New field of sentiment analysis is crunching emotions into hard data to serve the bottom line
Computers may be good at crunching numbers, but can they crunch feelings?
The rise of blogs and social networks has fuelled a bull market in personal opinion: reviews, ratings, recommendations and other forms of online expression. For computer scientists, this fast-growing mountain of data is opening a tantalizing window into the collective consciousness of Internet users.
An emerging field known as sentiment analysis is taking shape around one of the computer world’s unexplored frontiers: translating the vagaries of human emotion into hard data.
This is more than just an interesting programming exercise. For many businesses, online opinion has turned into a kind of virtual currency that can make or break a product in the marketplace.
Yet many companies struggle to make sense of the caterwaul of complaints and compliments that now swirl around their products online.
As sentiment analysis tools begin to take shape, they could not only help businesses improve their bottom lines, but also eventually transform the experience of searching for information online.
Several new sentiment analysis companies are trying to tap into the growing business interest in what is being said online.
“Social media used to be this cute project for 25-year-old consultants,” said Margaret Francis, vice-president for product at Scout Labs in San Francisco. Now, she said, “top executives are recognizing it as an incredibly rich vein of market intelligence.”
Scout Labs, backed by the venture capital firm started by the CNet founder Halsey Minor, recently introduced a subscription service that allows customers to monitor blogs, news articles, online forums and social networking sites for trends in opinions about products, services or topics in the news.
In early May, the ticket marketplace StubHub used Scout Labs’ monitoring tool to identify a sudden surge of negative blog sentiment after rain delayed a Yankees-Red Sox game.
Stadium officials mistakenly told hundreds of fans that the game had been cancelled, and StubHub denied fans’ requests for refunds, on the grounds that the game had actually been played. But after spotting trouble brewing online, the company offered discounts and credits to the affected fans.
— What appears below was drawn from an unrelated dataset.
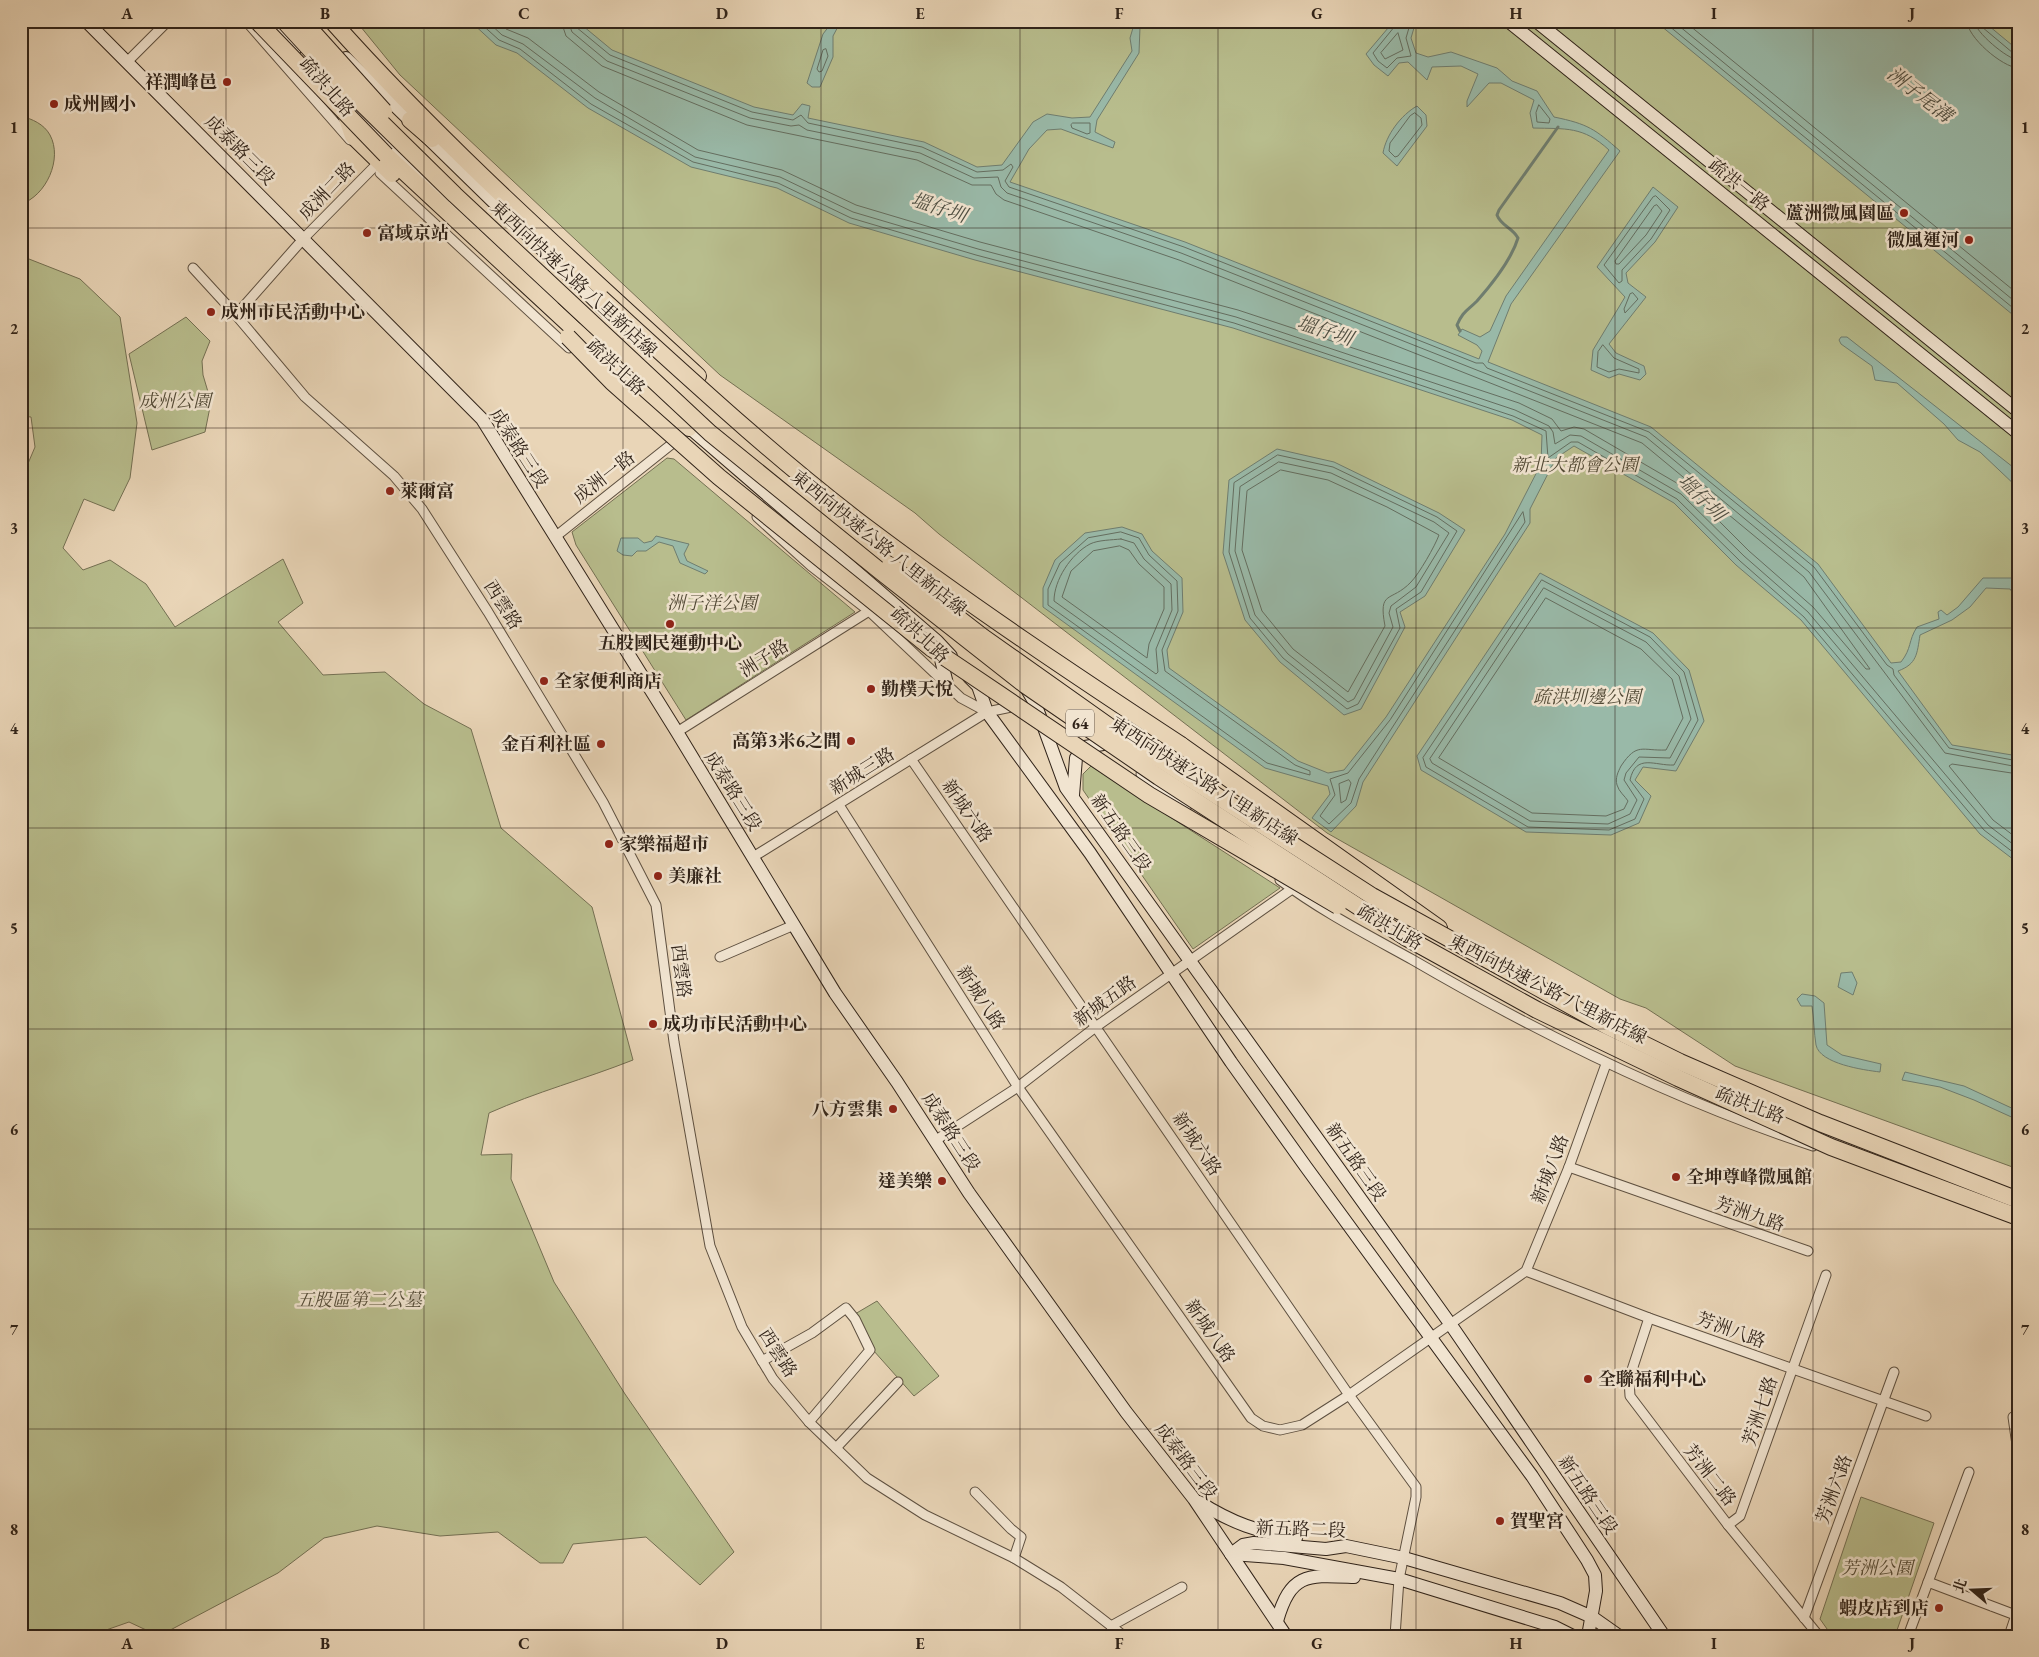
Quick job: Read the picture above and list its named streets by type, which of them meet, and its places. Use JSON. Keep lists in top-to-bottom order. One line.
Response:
{"streets":{"highway":["東西向快速公路 八里新店線","64"],"street":["疏洪北路","成泰路三段","疏洪一路","成洲二路","成洲一路","西雲路","洲子路","新城三路","新城六路","新五路三段","新城八路","新城五路","芳洲九路","芳洲八路","芳洲七路","芳洲二路","芳洲六路","新五路二段"]},"crossings":[["疏洪北路","成洲二路"],["疏洪北路","東西向快速公路 八里新店線"],["疏洪北路","成洲一路"],["疏洪北路","洲子路"],["疏洪北路","新城三路"],["疏洪北路","新五路三段"],["疏洪北路","新城八路"],["疏洪北路","新城五路"],["成泰路三段","成洲二路"],["成泰路三段","成洲一路"],["成泰路三段","洲子路"],["成泰路三段","新城三路"],["成泰路三段","新城五路"],["成泰路三段","新五路二段"],["成洲二路","西雲路"],["新城三路","新城六路"],["新城三路","新五路三段"],["新城三路","新城八路"],["新城六路","新城八路"],["新城六路","新城五路"],["新城六路","新五路二段"],["新五路三段","新城八路"],["新五路三段","新城五路"],["新五路三段","新五路二段"],["新城八路","新城五路"],["新城八路","芳洲九路"],["新城八路","芳洲八路"],["芳洲八路","芳洲七路"],["芳洲八路","芳洲二路"],["芳洲八路","芳洲六路"],["芳洲七路","芳洲二路"],["芳洲二路","芳洲六路"]],"water":["洲子尾溝","塭仔圳"],"parks":["成州公園","新北大都會公園","洲子洋公園","疏洪圳邊公園","五股區第二公墓","芳洲公園"],"places":["祥潤峰邑","成州國小","蘆洲微風園區","富域京站","微風運河","成州市民活動中心","萊爾富","五股國民運動中心","全家便利商店","勤樸天悅","高第3米6之間","金百利社區","家樂福超市","美廉社","成功市民活動中心","八方雲集","全坤尊峰微風館","達美樂","全聯福利中心","賀聖宮","蝦皮店到店"],"north":"left","grid":{"columns":["A","B","C","D","E","F","G","H","I","J"],"rows":["1","2","3","4","5","6","7","8"]}}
It is now re-evaluating its bad-weather policy.
“This is a canary in a coal mine for us,” said John Whelan, StubHub’s director of customer service.
Jodange, based in Yonkers, N.Y., offers a service geared toward online publishers that lets the firm incorporate opinion data drawn from more than 450,000 sources, including mainstream news sources, blogs and Twitter.
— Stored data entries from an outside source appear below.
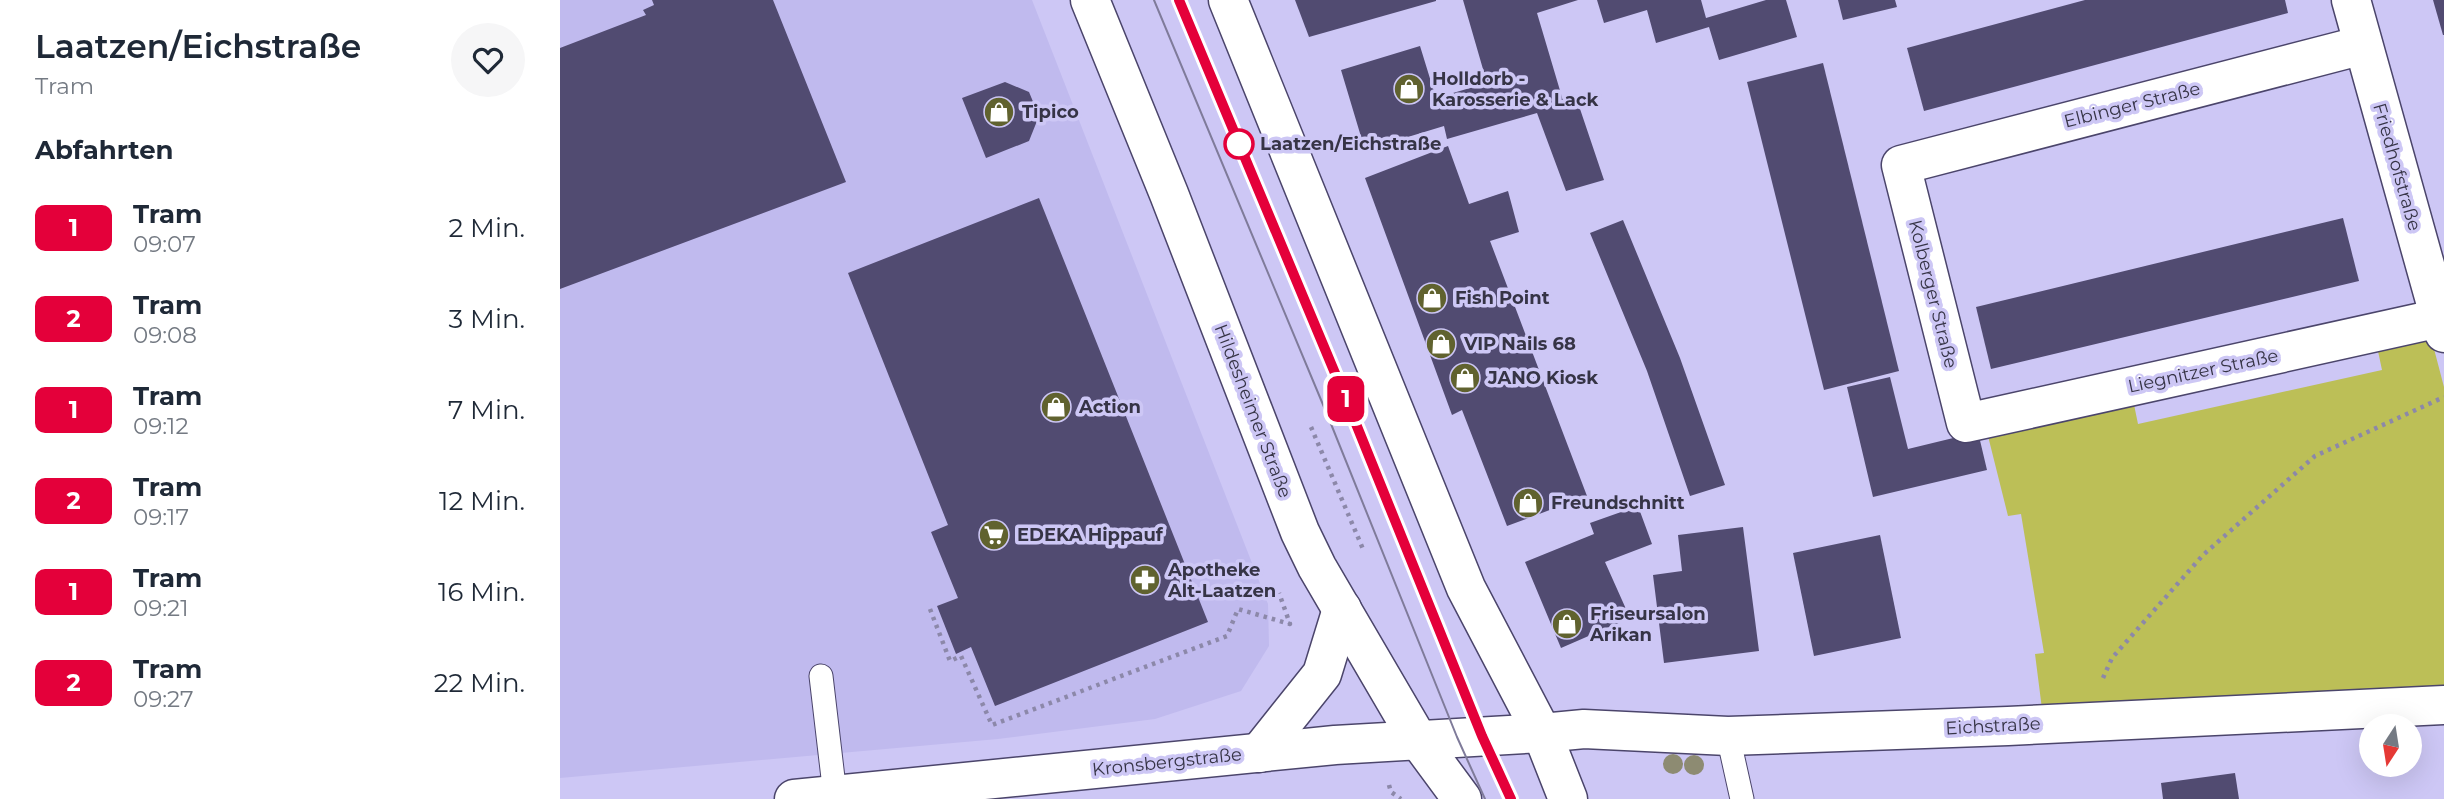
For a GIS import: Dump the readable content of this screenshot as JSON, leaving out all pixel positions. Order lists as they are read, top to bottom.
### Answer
{
  "streets": {
    "main road": [
      "Elbinger Straße",
      "Friedhofstraße",
      "Kolberger Straße",
      "Liegnitzer Straße",
      "Hildesheimer Straße",
      "Eichstraße",
      "Kronsbergstraße"
    ]
  },
  "crossings": [
    ["Elbinger Straße", "Friedhofstraße"],
    ["Elbinger Straße", "Kolberger Straße"],
    ["Friedhofstraße", "Liegnitzer Straße"],
    ["Kolberger Straße", "Liegnitzer Straße"],
    ["Hildesheimer Straße", "Kronsbergstraße"],
    ["Eichstraße", "Kronsbergstraße"]
  ],
  "places": {
    "shop": [
      "Holldorb - Karosserie & Lack",
      "Tipico",
      "Fish Point",
      "VIP Nails 68",
      "JANO Kiosk",
      "Action",
      "Freundschnitt",
      "Friseursalon Arikan"
    ],
    "other": ["Laatzen/Eichstraße"],
    "supermarket": ["EDEKA Hippauf"],
    "pharmacy": ["Apotheke Alt-Laatzen"]
  },
  "lines": ["tram line 1"],
  "north": "bottom",
  "page": {
    "heading": [
      ["Laatzen/Eichstraße", "Tram"],
      "Abfahrten"
    ],
    "on_map": "1",
    "list": [
      {
        "mark": "1",
        "name": "Tram",
        "note": "09:07",
        "value": "2 Min."
      },
      {
        "mark": "2",
        "name": "Tram",
        "note": "09:08",
        "value": "3 Min."
      },
      {
        "mark": "1",
        "name": "Tram",
        "note": "09:12",
        "value": "7 Min."
      },
      {
        "mark": "2",
        "name": "Tram",
        "note": "09:17",
        "value": "12 Min."
      },
      {
        "mark": "1",
        "name": "Tram",
        "note": "09:21",
        "value": "16 Min."
      },
      {
        "mark": "2",
        "name": "Tram",
        "note": "09:27",
        "value": "22 Min."
      }
    ]
  }
}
Based on research by Claire Cardie, a Cornell University computer science professor, and Jan Wiebe of the University of Pittsburgh, the service uses a sophisticated algorithm that not only evaluates sentiments about particular topics, but also identifies the most influential opinion holders.
Jodange, whose early investors include the National Science Foundation, is currently working on a new algorithm that could use opinion data to predict future developments, like forecasting the impact of newspaper editorials on a company’s stock price.
In a similar vein, The Financial Times recently introduced Newssift, an experimental program that tracks sentiments about business topics in the news, coupled with a specialized search engine that allows users to organize their queries by topic, organization, place, person and theme.
Using Newssift, a search for Wal-Mart reveals that recent sentiment about the company is running positive by a ratio of slightly better than two to one. When that search is refined with the suggested term “Labour Force and Unions,” however, the ratio of positive to negative sentiments drops closer to one to one.
Such tools could help companies pinpoint the effect of specific issues on customer perceptions, helping them respond with appropriate marketing and public-relations strategies.
For casual web surfers, simpler incarnations of sentiment analysis are sprouting up in the form of lightweight tools like Tweetfeel, Twendz and Twitrratr. These sites allow users to take the pulse of Twitter users about particular topics.
A quick search on Tweetfeel, for example, reveals that 77 per cent of recent tweeters liked the movie Julie & Julia.
But the same search on Twitrratr reveals a few misfires. The site assigned a negative score to a tweet reading “julie and julia was truly delightful!!”
That same message ended with “we all felt very hungry afterwards” – and the system took the word “hungry” to indicate a negative sentiment.
While the more advanced algorithms used by Scout Labs, Jodange and Newssift employ advanced analytics to avoid such pitfalls, none of these services works perfectly.
“Our algorithm is about 70 to 80 per cent accurate,” said Francis, who added that its users can reclassify inaccurate results so the system learns from its mistakes.
Translating the slippery stuff of human language into binary values will always be an imperfect science, however.
“Sentiments are very different from conventional facts,” said Seth Grimes, the founder of the suburban Maryland consulting firm Alta Plana, who points to the many cultural factors and linguistic nuances that make it difficult to turn a string of written text into a simple pro or con sentiment. “`Sinful’ is a good thing when applied to chocolate cake,” he said.
The simplest algorithms work by scanning keywords to categorize a statement as positive or negative, based on a simple binary analysis (“love” is good, “hate” is bad).
But that approach fails to capture the subtleties that bring human language to life: irony, sarcasm, slang and other idiomatic expressions.
Reliable sentiment analysis requires parsing many linguistic shades of grey.